Cholesterol plays an important role in T cells by contributing to T cell activation and proliferation and determining T cell differentiation. Indeed, while differentiation of T helper (Th)1 cells, Th17 cells, γδT cells, cytotoxic T lymphocytes, and CD4+ memory T cells is stimulated by an active intracellular cholesterol biosynthesis, Th2 cells and CD8+ memory T cells require a suppressed cholesterol biosynthesis pathway. Differentiation of regulatory T (Treg) cells from naive T cells requires low cholesterol biosynthesis, while reactivation of Tregs is stimulated by an active flux of the biosynthesis pathway. Diseases in which cholesterol metabolism is disrupted display an altered T cell profile. This contributes to clinical symptoms in for example hypercholesterolemia, Tangier disease, and Smith-Lemli-Opitz syndrome patients.

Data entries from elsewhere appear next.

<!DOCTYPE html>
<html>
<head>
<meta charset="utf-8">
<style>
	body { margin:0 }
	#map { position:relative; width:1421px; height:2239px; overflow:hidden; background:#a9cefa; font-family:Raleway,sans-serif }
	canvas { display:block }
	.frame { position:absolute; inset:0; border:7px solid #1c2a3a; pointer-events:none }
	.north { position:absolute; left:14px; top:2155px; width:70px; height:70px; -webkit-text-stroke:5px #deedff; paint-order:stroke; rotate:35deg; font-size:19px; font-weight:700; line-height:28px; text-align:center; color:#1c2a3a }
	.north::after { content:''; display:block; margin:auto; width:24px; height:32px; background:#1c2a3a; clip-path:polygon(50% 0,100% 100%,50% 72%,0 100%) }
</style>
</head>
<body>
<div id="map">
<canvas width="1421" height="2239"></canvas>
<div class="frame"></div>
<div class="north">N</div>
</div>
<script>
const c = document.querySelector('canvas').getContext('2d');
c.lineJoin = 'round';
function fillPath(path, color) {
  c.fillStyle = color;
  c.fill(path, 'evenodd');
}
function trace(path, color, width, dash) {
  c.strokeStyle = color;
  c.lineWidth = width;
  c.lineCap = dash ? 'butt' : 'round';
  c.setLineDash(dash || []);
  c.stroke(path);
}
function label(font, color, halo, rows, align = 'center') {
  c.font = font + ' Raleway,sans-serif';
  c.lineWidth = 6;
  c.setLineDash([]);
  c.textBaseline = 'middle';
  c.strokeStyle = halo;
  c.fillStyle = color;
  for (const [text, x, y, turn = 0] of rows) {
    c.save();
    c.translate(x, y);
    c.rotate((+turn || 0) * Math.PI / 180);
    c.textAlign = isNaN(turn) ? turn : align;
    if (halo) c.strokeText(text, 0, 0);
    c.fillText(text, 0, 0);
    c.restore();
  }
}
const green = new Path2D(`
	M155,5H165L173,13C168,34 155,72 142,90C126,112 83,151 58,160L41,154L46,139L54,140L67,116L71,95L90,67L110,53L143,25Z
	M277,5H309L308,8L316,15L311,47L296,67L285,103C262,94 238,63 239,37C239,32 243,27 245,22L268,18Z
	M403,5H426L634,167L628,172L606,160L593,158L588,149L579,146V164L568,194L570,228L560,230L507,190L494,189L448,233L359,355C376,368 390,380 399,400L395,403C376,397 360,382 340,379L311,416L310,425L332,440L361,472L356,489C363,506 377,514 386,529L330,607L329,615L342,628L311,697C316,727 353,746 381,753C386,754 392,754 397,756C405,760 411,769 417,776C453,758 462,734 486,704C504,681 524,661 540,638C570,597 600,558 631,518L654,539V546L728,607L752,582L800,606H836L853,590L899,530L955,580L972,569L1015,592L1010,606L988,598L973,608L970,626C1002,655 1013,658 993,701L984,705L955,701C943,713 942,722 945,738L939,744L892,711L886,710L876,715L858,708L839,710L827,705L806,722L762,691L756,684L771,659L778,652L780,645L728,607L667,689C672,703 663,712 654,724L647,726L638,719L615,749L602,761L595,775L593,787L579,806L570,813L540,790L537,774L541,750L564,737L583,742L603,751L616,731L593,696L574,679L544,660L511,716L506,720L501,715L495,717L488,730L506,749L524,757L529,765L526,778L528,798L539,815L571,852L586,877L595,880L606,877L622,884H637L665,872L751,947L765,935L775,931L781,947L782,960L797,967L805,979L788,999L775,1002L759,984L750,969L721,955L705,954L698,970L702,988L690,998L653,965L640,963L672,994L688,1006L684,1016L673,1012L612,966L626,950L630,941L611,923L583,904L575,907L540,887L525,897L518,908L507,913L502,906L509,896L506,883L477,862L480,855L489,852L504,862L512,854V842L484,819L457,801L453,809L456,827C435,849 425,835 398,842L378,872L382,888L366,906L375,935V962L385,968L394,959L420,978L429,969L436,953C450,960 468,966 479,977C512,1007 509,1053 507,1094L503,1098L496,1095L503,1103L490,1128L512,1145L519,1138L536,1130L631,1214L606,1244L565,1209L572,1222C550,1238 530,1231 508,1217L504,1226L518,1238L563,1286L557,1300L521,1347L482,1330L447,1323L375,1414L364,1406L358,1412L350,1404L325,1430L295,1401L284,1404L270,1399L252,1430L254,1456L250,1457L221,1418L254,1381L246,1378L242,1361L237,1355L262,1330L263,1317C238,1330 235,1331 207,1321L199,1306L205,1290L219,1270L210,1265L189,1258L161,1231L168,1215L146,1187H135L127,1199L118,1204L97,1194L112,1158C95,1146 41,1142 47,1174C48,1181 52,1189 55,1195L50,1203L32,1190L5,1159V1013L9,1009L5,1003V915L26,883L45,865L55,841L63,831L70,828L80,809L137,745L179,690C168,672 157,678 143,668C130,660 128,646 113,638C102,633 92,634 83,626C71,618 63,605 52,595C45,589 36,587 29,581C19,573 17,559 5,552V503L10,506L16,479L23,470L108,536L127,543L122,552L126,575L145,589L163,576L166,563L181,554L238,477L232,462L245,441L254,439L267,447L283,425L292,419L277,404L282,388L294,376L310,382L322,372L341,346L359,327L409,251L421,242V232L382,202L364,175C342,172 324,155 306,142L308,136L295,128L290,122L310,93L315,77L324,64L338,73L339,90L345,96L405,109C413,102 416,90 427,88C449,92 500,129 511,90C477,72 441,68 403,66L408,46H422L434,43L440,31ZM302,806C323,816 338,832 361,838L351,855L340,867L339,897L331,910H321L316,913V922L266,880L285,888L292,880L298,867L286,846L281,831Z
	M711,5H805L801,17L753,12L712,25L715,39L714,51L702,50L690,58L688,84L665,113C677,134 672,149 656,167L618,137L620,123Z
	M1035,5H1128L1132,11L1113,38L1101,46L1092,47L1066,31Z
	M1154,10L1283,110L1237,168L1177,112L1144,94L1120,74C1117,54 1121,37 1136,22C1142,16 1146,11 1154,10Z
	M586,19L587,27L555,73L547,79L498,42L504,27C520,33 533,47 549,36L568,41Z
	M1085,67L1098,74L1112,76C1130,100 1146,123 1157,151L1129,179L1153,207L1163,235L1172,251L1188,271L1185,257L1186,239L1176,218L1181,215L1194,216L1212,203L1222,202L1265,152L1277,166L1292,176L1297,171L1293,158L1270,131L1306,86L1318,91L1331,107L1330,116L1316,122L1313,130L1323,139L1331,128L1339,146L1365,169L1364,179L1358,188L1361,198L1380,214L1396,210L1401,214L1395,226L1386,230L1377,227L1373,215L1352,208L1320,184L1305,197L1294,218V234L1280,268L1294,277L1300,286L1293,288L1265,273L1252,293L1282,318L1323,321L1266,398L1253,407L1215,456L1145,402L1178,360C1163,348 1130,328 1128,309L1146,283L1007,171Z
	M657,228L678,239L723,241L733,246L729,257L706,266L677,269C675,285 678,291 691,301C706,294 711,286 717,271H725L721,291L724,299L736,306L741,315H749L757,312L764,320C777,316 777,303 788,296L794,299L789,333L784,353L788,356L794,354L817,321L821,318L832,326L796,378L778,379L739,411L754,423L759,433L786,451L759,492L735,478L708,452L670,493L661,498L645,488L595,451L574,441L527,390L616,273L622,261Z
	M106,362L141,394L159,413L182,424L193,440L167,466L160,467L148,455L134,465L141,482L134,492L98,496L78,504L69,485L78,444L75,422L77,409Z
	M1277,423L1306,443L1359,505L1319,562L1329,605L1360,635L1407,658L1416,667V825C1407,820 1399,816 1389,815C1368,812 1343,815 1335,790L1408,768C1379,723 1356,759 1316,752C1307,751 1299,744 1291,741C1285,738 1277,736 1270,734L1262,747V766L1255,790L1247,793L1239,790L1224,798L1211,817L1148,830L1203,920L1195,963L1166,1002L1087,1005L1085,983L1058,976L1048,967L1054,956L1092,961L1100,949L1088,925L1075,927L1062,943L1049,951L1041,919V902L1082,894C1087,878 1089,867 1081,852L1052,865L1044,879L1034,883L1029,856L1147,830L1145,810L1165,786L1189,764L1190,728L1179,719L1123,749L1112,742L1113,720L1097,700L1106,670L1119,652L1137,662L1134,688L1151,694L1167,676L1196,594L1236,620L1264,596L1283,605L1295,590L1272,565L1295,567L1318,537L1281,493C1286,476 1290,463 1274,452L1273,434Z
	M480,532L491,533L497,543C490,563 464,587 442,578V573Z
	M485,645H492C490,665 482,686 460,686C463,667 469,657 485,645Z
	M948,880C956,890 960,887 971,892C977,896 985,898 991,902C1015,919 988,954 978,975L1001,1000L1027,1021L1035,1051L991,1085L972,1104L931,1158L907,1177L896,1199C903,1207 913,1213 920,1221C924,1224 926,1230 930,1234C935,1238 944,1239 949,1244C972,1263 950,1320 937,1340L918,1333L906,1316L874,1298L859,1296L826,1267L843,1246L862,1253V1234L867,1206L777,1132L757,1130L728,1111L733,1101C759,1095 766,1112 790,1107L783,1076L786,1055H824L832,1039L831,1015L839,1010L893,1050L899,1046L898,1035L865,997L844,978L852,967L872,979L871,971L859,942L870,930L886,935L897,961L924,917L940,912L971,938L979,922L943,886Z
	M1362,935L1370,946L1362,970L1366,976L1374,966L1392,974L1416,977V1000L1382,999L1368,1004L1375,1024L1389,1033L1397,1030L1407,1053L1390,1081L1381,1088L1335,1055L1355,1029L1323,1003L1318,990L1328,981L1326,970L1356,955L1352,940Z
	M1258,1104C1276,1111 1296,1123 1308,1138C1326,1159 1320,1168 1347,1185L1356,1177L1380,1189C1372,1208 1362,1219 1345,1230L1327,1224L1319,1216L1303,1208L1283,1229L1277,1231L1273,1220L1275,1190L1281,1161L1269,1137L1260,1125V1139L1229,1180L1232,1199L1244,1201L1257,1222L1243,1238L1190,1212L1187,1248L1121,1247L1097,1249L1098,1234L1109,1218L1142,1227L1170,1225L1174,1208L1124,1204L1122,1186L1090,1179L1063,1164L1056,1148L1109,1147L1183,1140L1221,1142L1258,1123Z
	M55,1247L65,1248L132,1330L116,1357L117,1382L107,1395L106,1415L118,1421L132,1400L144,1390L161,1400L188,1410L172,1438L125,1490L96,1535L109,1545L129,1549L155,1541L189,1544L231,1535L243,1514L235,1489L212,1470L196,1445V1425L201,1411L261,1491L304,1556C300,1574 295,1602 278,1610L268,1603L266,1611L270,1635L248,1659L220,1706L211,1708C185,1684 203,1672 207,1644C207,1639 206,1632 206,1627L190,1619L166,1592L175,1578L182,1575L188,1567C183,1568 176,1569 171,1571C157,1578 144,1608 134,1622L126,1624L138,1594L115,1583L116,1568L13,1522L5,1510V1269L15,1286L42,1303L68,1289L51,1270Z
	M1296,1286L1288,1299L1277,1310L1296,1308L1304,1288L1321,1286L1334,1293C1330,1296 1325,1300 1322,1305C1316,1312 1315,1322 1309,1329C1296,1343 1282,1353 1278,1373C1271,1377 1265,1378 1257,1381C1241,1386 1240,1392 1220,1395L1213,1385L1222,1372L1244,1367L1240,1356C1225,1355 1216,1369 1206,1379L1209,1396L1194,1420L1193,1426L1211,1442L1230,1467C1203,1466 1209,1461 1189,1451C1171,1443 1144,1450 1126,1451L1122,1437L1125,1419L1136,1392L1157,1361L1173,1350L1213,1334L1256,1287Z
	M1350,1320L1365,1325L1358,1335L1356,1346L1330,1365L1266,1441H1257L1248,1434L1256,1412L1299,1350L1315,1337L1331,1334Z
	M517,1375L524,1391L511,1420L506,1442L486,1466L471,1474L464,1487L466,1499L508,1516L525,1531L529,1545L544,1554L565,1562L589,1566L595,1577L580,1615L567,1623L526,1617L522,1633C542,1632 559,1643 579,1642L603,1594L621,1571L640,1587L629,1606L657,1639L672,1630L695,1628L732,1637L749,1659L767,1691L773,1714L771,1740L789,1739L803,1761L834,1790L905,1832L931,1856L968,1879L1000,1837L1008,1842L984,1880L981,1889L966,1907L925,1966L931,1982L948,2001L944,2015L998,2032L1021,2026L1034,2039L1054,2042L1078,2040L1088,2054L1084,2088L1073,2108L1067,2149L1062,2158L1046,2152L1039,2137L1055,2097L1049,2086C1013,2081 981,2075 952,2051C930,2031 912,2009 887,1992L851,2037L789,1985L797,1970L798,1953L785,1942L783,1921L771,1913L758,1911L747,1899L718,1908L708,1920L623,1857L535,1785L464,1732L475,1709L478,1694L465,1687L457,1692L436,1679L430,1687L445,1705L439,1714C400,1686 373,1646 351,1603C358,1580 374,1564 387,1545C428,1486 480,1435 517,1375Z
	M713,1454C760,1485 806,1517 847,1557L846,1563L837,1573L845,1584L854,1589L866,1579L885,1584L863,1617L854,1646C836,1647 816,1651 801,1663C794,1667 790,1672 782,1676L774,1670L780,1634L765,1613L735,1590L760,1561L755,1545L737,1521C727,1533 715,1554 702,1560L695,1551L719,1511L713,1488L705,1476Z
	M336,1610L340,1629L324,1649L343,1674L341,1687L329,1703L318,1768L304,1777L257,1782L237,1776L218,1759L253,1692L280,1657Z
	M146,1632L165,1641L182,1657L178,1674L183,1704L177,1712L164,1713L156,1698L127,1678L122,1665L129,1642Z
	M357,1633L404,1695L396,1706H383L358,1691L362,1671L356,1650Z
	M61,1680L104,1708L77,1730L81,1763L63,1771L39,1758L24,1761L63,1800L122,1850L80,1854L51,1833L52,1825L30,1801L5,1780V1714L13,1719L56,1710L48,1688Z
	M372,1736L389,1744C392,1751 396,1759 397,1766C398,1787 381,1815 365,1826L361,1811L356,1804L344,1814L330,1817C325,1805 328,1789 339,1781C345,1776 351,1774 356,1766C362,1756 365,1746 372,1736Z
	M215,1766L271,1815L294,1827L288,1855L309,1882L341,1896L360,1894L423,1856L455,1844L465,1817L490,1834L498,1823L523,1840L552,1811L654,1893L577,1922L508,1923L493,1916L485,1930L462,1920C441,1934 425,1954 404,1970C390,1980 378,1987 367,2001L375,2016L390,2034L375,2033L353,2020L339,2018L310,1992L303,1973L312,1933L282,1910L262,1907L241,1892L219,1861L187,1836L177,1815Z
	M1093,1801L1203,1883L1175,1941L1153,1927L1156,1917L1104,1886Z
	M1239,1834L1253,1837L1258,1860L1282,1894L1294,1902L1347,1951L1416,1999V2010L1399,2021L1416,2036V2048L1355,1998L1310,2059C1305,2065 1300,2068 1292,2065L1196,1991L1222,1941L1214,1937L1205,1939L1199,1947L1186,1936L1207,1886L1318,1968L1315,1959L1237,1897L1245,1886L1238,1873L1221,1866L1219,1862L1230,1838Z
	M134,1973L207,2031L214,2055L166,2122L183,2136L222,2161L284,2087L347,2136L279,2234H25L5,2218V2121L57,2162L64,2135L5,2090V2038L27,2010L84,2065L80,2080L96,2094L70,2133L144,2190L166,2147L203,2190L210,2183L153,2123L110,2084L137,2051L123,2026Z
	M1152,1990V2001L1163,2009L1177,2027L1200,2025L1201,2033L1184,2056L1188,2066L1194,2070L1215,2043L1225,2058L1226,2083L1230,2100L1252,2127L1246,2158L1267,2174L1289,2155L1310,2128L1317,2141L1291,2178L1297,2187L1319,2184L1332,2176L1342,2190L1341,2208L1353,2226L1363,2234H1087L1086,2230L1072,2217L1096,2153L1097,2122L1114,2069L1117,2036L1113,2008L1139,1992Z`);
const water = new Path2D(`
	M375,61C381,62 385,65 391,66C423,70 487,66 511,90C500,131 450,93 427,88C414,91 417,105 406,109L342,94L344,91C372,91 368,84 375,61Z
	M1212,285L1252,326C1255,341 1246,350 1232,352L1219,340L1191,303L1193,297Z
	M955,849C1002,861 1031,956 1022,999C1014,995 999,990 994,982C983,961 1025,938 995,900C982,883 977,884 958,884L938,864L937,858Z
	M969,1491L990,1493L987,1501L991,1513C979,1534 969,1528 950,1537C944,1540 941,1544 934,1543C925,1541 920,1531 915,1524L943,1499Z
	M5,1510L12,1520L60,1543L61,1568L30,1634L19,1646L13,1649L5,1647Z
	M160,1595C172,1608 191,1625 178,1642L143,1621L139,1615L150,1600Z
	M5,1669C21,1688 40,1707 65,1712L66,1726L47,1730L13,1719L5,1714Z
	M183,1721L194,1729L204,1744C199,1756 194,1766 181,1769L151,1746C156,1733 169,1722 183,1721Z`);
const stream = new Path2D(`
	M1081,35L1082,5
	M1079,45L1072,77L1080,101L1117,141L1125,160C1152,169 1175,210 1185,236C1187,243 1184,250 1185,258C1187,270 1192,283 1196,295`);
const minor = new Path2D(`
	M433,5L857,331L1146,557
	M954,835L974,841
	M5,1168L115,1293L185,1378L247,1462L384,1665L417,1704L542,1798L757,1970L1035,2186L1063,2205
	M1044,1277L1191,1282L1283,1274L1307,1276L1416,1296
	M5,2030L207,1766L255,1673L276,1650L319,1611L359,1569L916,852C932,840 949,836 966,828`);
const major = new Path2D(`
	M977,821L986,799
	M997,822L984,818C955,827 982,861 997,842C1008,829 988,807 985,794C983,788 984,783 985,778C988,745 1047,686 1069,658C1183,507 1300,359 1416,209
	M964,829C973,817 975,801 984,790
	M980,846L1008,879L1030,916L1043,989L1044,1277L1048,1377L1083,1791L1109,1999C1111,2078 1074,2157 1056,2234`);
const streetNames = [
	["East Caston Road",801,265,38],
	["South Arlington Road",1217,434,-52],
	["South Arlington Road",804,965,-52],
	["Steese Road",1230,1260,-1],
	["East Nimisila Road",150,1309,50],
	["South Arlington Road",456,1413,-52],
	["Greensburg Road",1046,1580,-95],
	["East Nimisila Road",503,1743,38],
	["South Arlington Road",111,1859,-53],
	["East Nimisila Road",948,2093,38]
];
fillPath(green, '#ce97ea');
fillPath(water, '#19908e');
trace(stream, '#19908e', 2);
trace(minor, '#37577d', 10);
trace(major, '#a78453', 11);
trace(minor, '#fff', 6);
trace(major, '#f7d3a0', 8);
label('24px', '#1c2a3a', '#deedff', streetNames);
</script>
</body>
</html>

One of the biggest knowledge gaps on cholesterol metabolism in T cells is the relative contribution of cholesterol uptake, biosynthesis, efflux, and esterification on T cell function in health and disease. It also remains to be understood whether cholesterol biosynthesis and lipoprotein uptake are redundant mechanisms and in which way cholesterol esterification and uptake influence T cell function. Other outstanding questions include the mechanisms behind a reliance on cholesterol biosynthesis, the effects of statins on T cells, and the translation of results obtained in mice to humans.
Unravelling the full picture of cholesterol metabolism in T cells will aid in the understanding of diseases with a disrupted T cell homeostasis, as well as to the development of efficient therapies.